Response: Although phenomena lack inherent existence, still we can use terms like own-characteristics, other-characteristics and non-functional phenomena for although these are unfindable upon analysis, still, like objects of a dream they appear to have existence to ordinary perception. So the way they exist and they way they appear are different and these conventional existences are called distortions or false.
 Opponent: If phenomena are devoid of inherent existence then they will be completely non-existent like the horns of a rabbit, and so there can be no occurrence of their arising or their cessation. As Buddha has spoken about arising and cessation, they must exist, so how can things be devoid of inherent existence?
 Response: An object cannot simultaneously arise as a functional phenomenon and cease as a non-functional phenomenon. If a non-functional phenomenon does not exist then a functional phenomenon cannot exist because an object cannot arise and endure as a functional phenomenon without depending on its cessation as a non-functional phenomenon, or else it would exist at all times. If a non-functional phenomenon which is different from a functional phenomenon does not exist then it is impossible for a functional phenomenon to exist.
 If there is no arising and enduring, which are functional phenomena, then there can be no disintegration or cessation, which are non-functional phenomena; so the latter would be completely non-existent. If a phenomenon were to exist inherently it must have arisen from its own nature or from some other nature, but it cannot arise from its own nature and because a phenomenon cannot have a different nature than its cause, so it cannot arise from some other nature which has inherent existence. Because of that, a functional phenomenon cannot exist inherently and because a functional phenomenon cannot exist inherently, so a non-functional phenomenon cannot exist inherently.
 If a phenomenon were to exist inherently it should be permanent. If a phenomemon were to disintegrate completely then you must accept the annihilationist view. If a phenomenon were to exist inherently it would either exist permanently or else undergo complete disintegration: it cannot occur in a way which is different than these two. Therefore one should not assert that a phenomenon has inherent existence.
 Opponent: Because of continuity there is no danger of the two extreme views. Acting as a cause of another causal phenomenon the original causal phenomenon ceases to exist.
Reply: As explained before, the cause and the result, like a functional phenomenon and a non-functional phenomenon, cannot arise with inherent existence either simultaneously or sequentially. In your view their lack of inherent existence makes them completely non-existent, in which case you cannot assert their continuity or that of the moments between them. Therefore the faults of the two extremes remain in your view.
 Opponent: When Buddha explained the path to liberation he spoke about arising and disintegration, so they must have true existence.
Response: It is true that Buddha spoke about arising and disintegration, but they are devoid of inherent existence.
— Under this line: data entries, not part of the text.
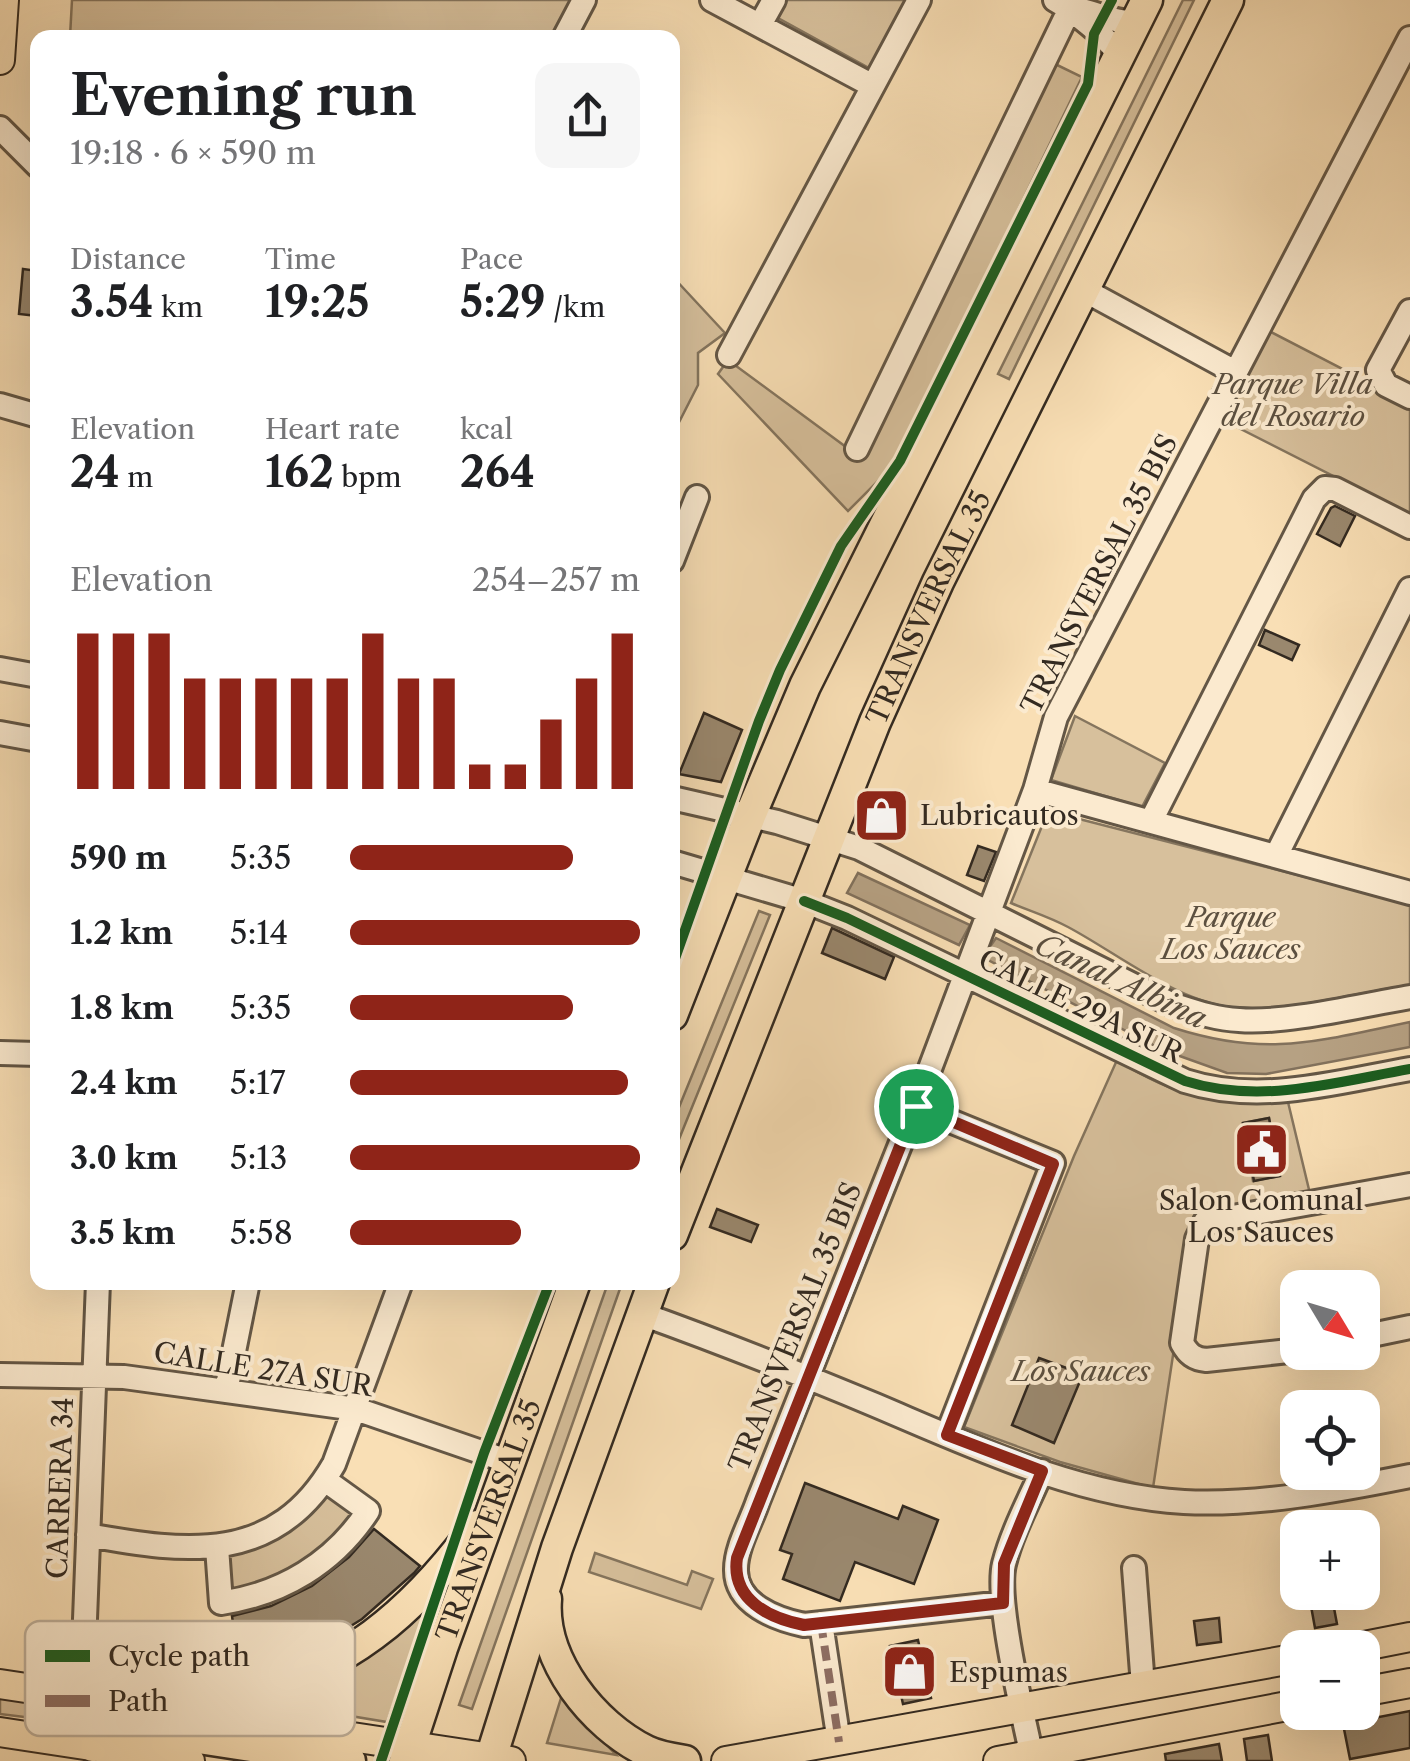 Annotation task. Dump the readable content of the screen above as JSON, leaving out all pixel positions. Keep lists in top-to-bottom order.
{
  "streets": {
    "highway": ["TRANSVERSAL 35"],
    "street": [
      "TRANSVERSAL 35 BIS",
      "CALLE 29A SUR",
      "CALLE 27A SUR",
      "CARRERA 34"
    ]
  },
  "crossings": [
    ["TRANSVERSAL 35 BIS", "CALLE 29A SUR"],
    ["TRANSVERSAL 35", "CALLE 29A SUR"],
    ["TRANSVERSAL 35", "CALLE 27A SUR"],
    ["CALLE 27A SUR", "CARRERA 34"]
  ],
  "water": ["Canal Albina"],
  "parks": ["Parque Villa del Rosario", "Parque Los Sauces", "Los Sauces"],
  "places": {
    "shop": ["Lubricautos", "Espumas"],
    "public building": ["Salon Comunal Los Sauces"]
  },
  "legend": ["Cycle path", "Path"],
  "north": "bottom right",
  "page": {
    "heading": ["Evening run", "19:18 · 6 × 590 m"],
    "stats": [
      ["Distance", "3.54 km"],
      ["Time", "19:25"],
      ["Pace", "5:29 /km"],
      ["Elevation", "24 m"],
      ["Heart rate", "162 bpm"],
      ["kcal", "264"]
    ],
    "chart": ["Elevation", "254–257 m"],
    "list": [
      {
        "name": "590 m",
        "note": "5:35"
      },
      {
        "name": "1.2 km",
        "note": "5:14"
      },
      {
        "name": "1.8 km",
        "note": "5:35"
      },
      {
        "name": "2.4 km",
        "note": "5:17"
      },
      {
        "name": "3.0 km",
        "note": "5:13"
      },
      {
        "name": "3.5 km",
        "note": "5:58"
      }
    ],
    "map_buttons": ["+", "−"]
  }
}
For that reason the way they appear and the way they exist are dissimilar, and they appear in a deceptive way to the world.
 Opponent: If arising and disintegration do not exist then suffering can not exist, so what cessation will bring forth nirvana? But because nirvana can be attained that means there is suffering which has inherent existence and therefore there is arising with inherent existence and disintegration with inherent existence.
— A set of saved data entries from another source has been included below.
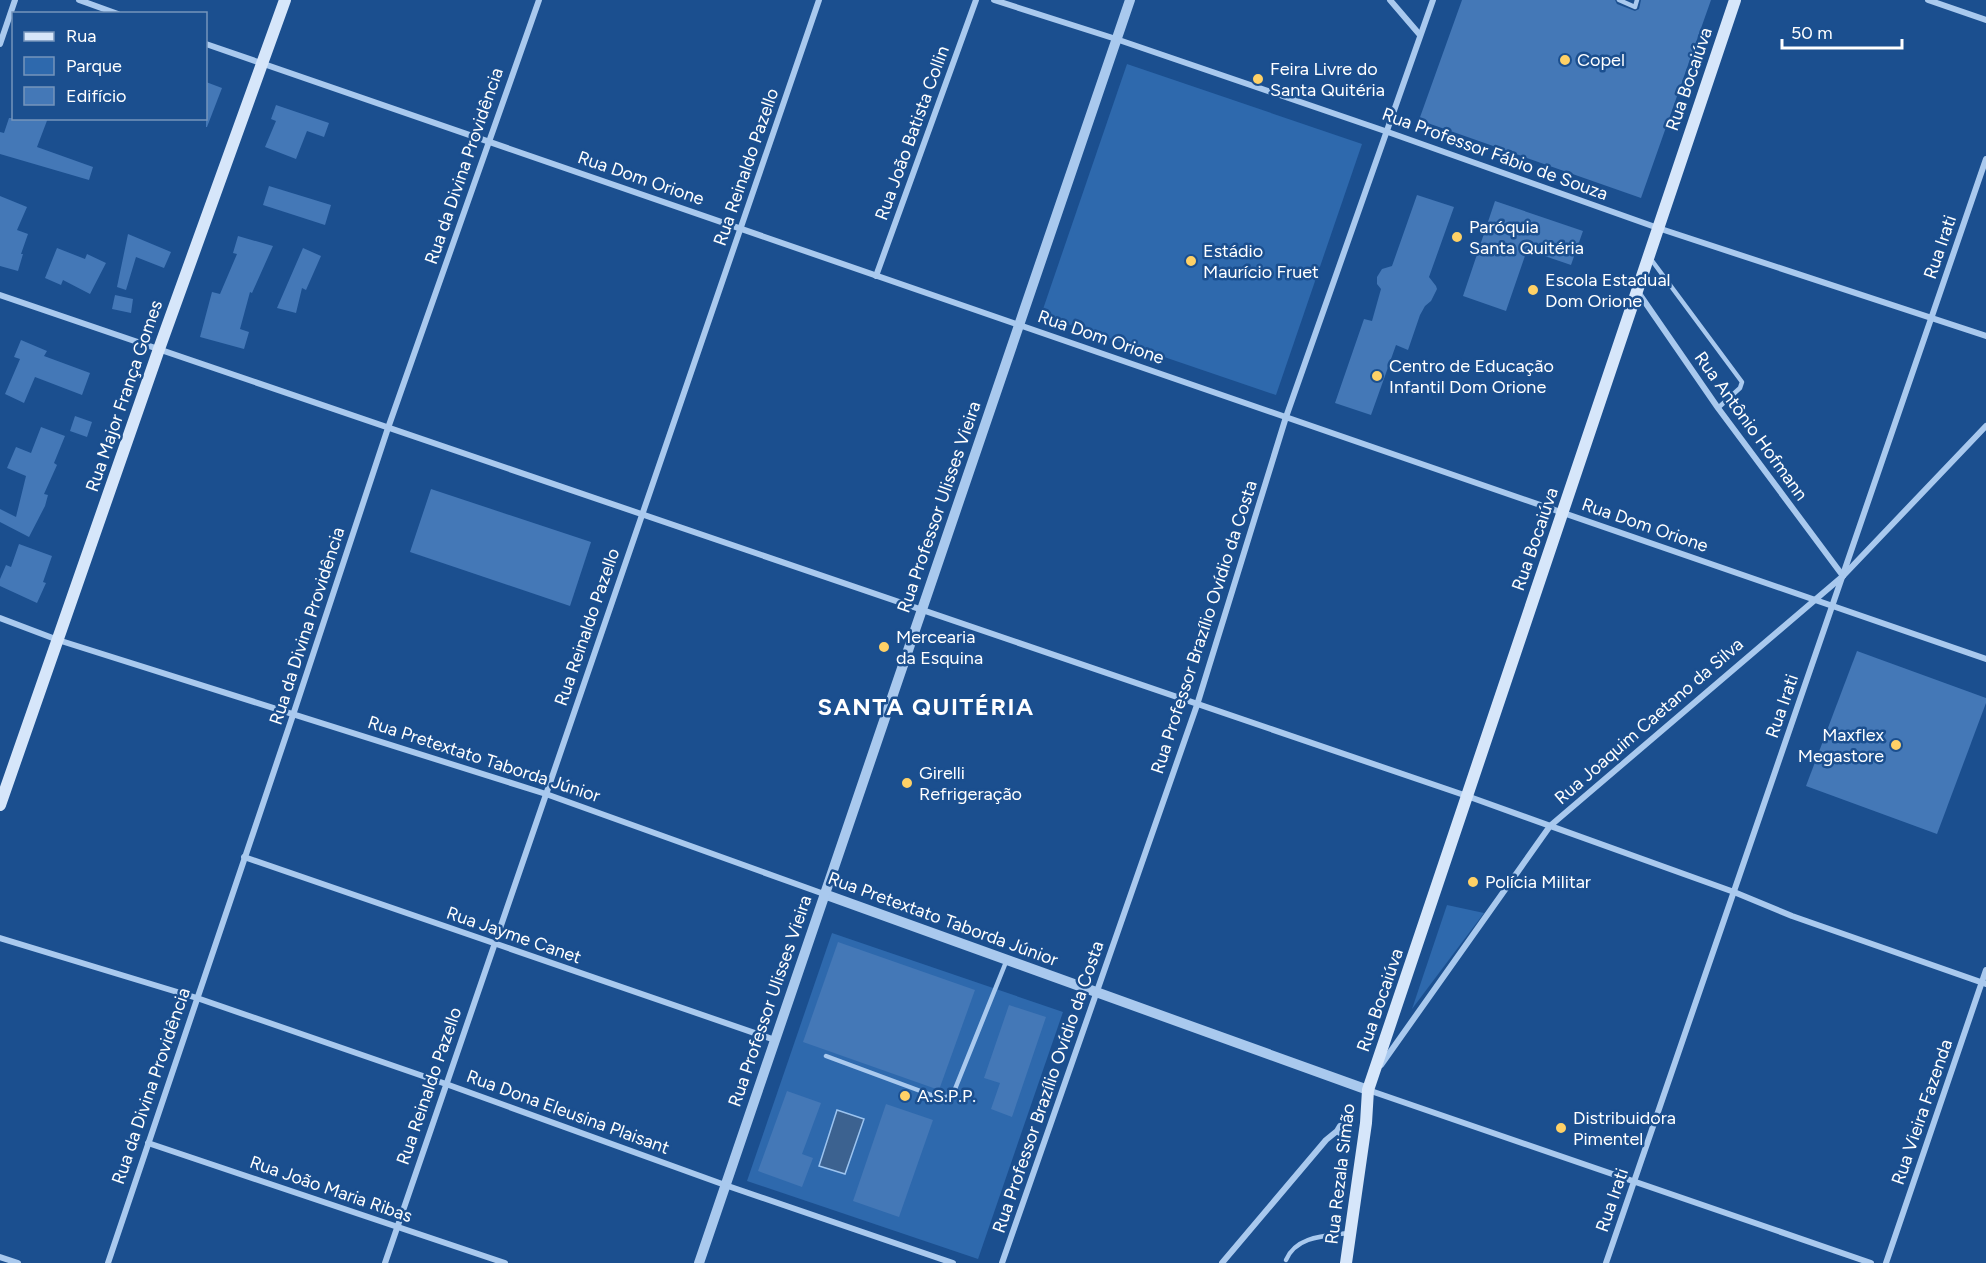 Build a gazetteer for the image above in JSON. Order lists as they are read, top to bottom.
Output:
{
  "streets": {
    "main road": ["Rua Bocaiúva", "Rua Major França Gomes", "Rua Rezala Simão"],
    "street": [
      "Rua João Batista Collin",
      "Rua Professor Fábio de Souza",
      "Rua da Divina Providência",
      "Rua Reinaldo Pazello",
      "Rua Dom Orione",
      "Rua Irati",
      "Rua Antônio Hofmann",
      "Rua Professor Ulisses Vieira",
      "Rua Professor Brazílio Ovídio da Costa",
      "Rua Joaquim Caetano da Silva",
      "Rua Pretextato Taborda Júnior",
      "Rua Jayme Canet",
      "Rua Dona Eleusina Plaisant",
      "Rua Vieira Fazenda",
      "Rua João Maria Ribas"
    ]
  },
  "crossings": [
    ["Rua Bocaiúva", "Rua Professor Fábio de Souza"],
    ["Rua Bocaiúva", "Rua Dom Orione"],
    ["Rua Bocaiúva", "Rua Antônio Hofmann"],
    ["Rua Bocaiúva", "Rua Joaquim Caetano da Silva"],
    ["Rua Bocaiúva", "Rua Pretextato Taborda Júnior"],
    ["Rua Bocaiúva", "Rua Rezala Simão"],
    ["Rua João Batista Collin", "Rua Dom Orione"],
    ["Rua Professor Fábio de Souza", "Rua Irati"],
    ["Rua Professor Fábio de Souza", "Rua Professor Ulisses Vieira"],
    ["Rua Professor Fábio de Souza", "Rua Professor Brazílio Ovídio da Costa"],
    ["Rua da Divina Providência", "Rua Dom Orione"],
    ["Rua da Divina Providência", "Rua Pretextato Taborda Júnior"],
    ["Rua da Divina Providência", "Rua Jayme Canet"],
    ["Rua da Divina Providência", "Rua Dona Eleusina Plaisant"],
    ["Rua da Divina Providência", "Rua João Maria Ribas"],
    ["Rua Reinaldo Pazello", "Rua Dom Orione"],
    ["Rua Reinaldo Pazello", "Rua Pretextato Taborda Júnior"],
    ["Rua Reinaldo Pazello", "Rua Jayme Canet"],
    ["Rua Reinaldo Pazello", "Rua Dona Eleusina Plaisant"],
    ["Rua Reinaldo Pazello", "Rua João Maria Ribas"],
    ["Rua Dom Orione", "Rua Irati"],
    ["Rua Dom Orione", "Rua Major França Gomes"],
    ["Rua Dom Orione", "Rua Professor Ulisses Vieira"],
    ["Rua Dom Orione", "Rua Professor Brazílio Ovídio da Costa"],
    ["Rua Dom Orione", "Rua Joaquim Caetano da Silva"],
    ["Rua Irati", "Rua Antônio Hofmann"],
    ["Rua Irati", "Rua Joaquim Caetano da Silva"],
    ["Rua Irati", "Rua Pretextato Taborda Júnior"],
    ["Rua Major França Gomes", "Rua Pretextato Taborda Júnior"],
    ["Rua Antônio Hofmann", "Rua Joaquim Caetano da Silva"],
    ["Rua Professor Ulisses Vieira", "Rua Pretextato Taborda Júnior"],
    ["Rua Professor Ulisses Vieira", "Rua Jayme Canet"],
    ["Rua Professor Ulisses Vieira", "Rua Dona Eleusina Plaisant"],
    ["Rua Professor Brazílio Ovídio da Costa", "Rua Pretextato Taborda Júnior"],
    ["Rua Pretextato Taborda Júnior", "Rua Rezala Simão"]
  ],
  "districts": ["SANTA QUITÉRIA"],
  "places": [
    "Copel",
    "Feira Livre do Santa Quitéria",
    "Paróquia Santa Quitéria",
    "Estádio Maurício Fruet",
    "Escola Estadual Dom Orione",
    "Centro de Educação Infantil Dom Orione",
    "Mercearia da Esquina",
    "Maxflex Megastore",
    "Girelli Refrigeração",
    "Polícia Militar",
    "A.S.P.P.",
    "Distribuidora Pimentel"
  ],
  "legend": ["Rua", "Parque", "Edifício"],
  "scale_bar": "50 m"
}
Response: Nirvana refers to that state where suffering does not arise with inherent existence and does not cease with inherent existence. Don’t we call that state the naturally abiding nirvana? therefore arising and disintegration do not exist inherently.
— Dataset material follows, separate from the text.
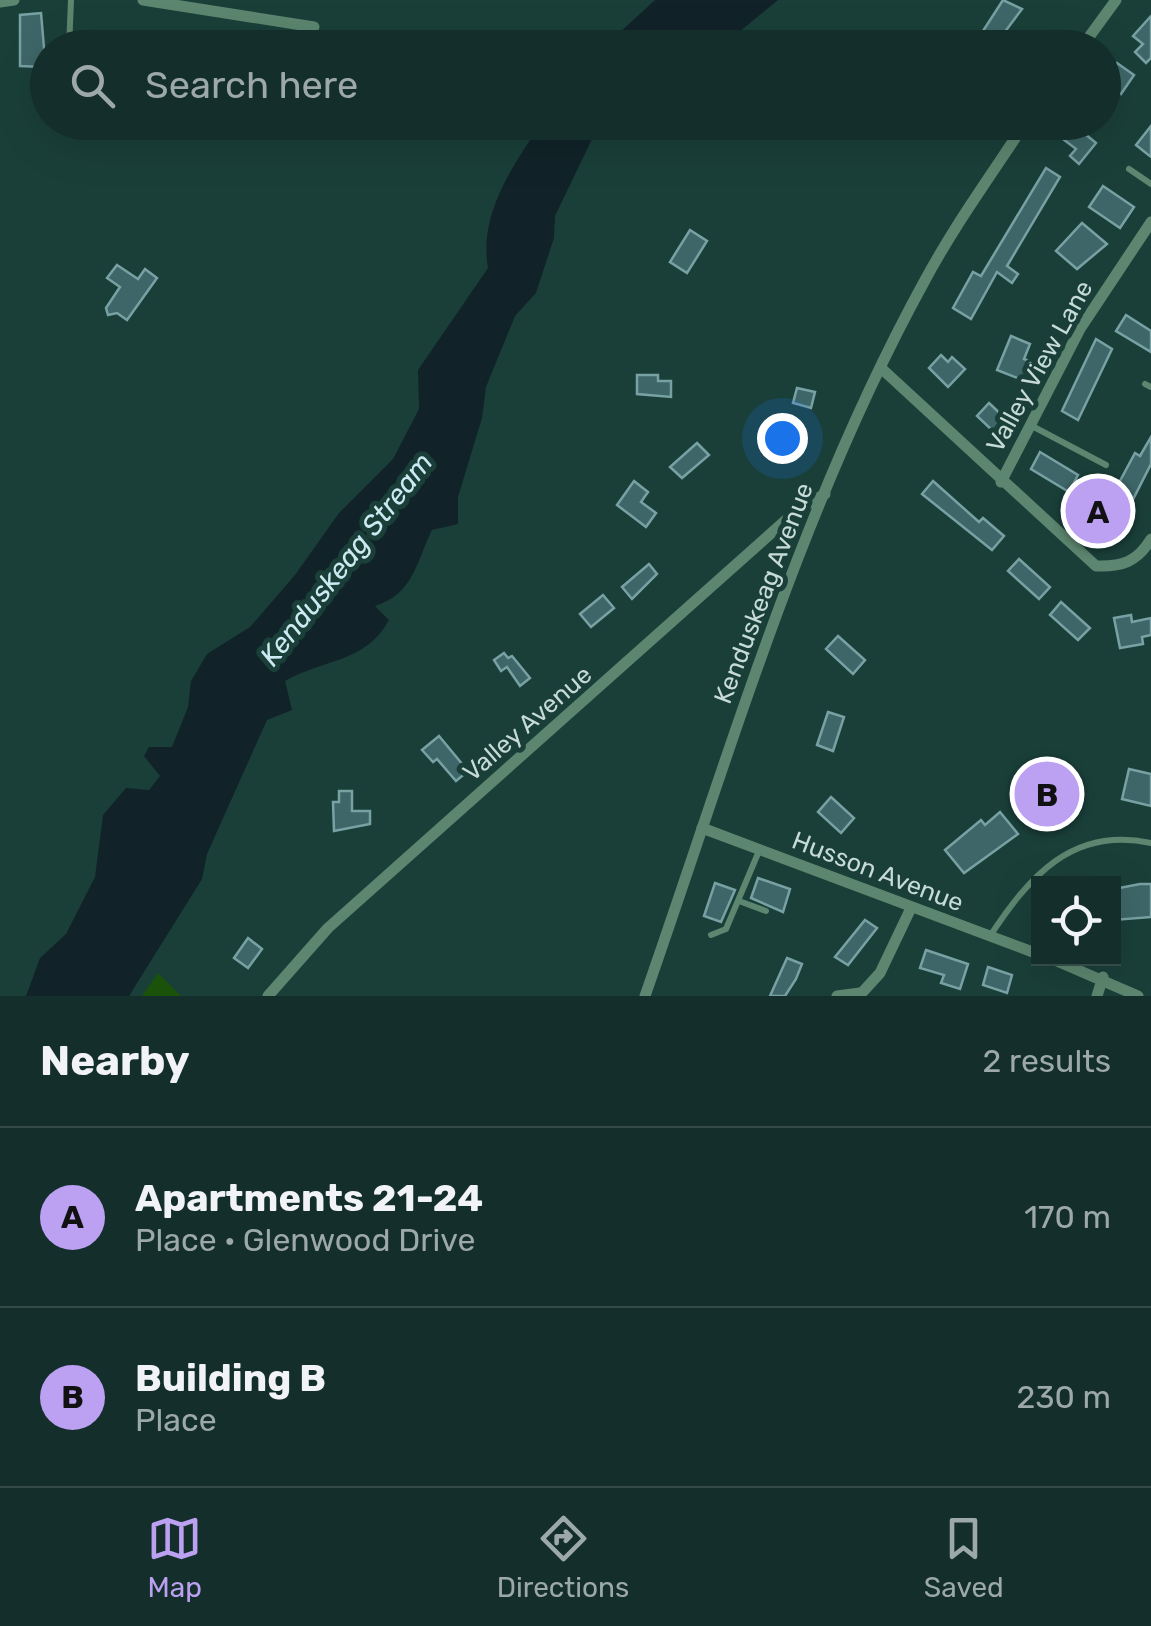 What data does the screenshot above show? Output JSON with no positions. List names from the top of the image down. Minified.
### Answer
{"streets":{"street":["Valley View Lane","Kenduskeag Avenue","Valley Avenue","Husson Avenue"]},"crossings":[["Kenduskeag Avenue","Valley Avenue"],["Kenduskeag Avenue","Husson Avenue"]],"water":["Kenduskeag Stream"],"page":{"search":"Search here","pins":["A","B"],"heading":["Nearby","2 results"],"list":[{"mark":"A","name":"Apartments 21-24","note":"Place · Glenwood Drive","value":"170 m"},{"mark":"B","name":"Building B","note":"Place","value":"230 m"}],"nav":["Map","Directions","Saved"]}}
 You have accepted that the extinction of the continuation of suffering is nirvana, in which case you have held an annihilationist view. And if you modify your position and assert that nirvana is a state where suffering has inherent existence and has not been extinguished, then you accept permanent suffering which even includes the state of nirvana, which is an eternalist view. Therefore you cannot assert that nirvana refers to a state where suffering is a non-functional phenomenon which has been extinguished nor can you assert that nirvana refers to a state where suffering is a functional phenomenon which has not been extinguished. These two assertions about nirvana are not appropriate. Therefore nirvana refers to that state where suffering does not arise with inherent existence and does not cease with inherent existence.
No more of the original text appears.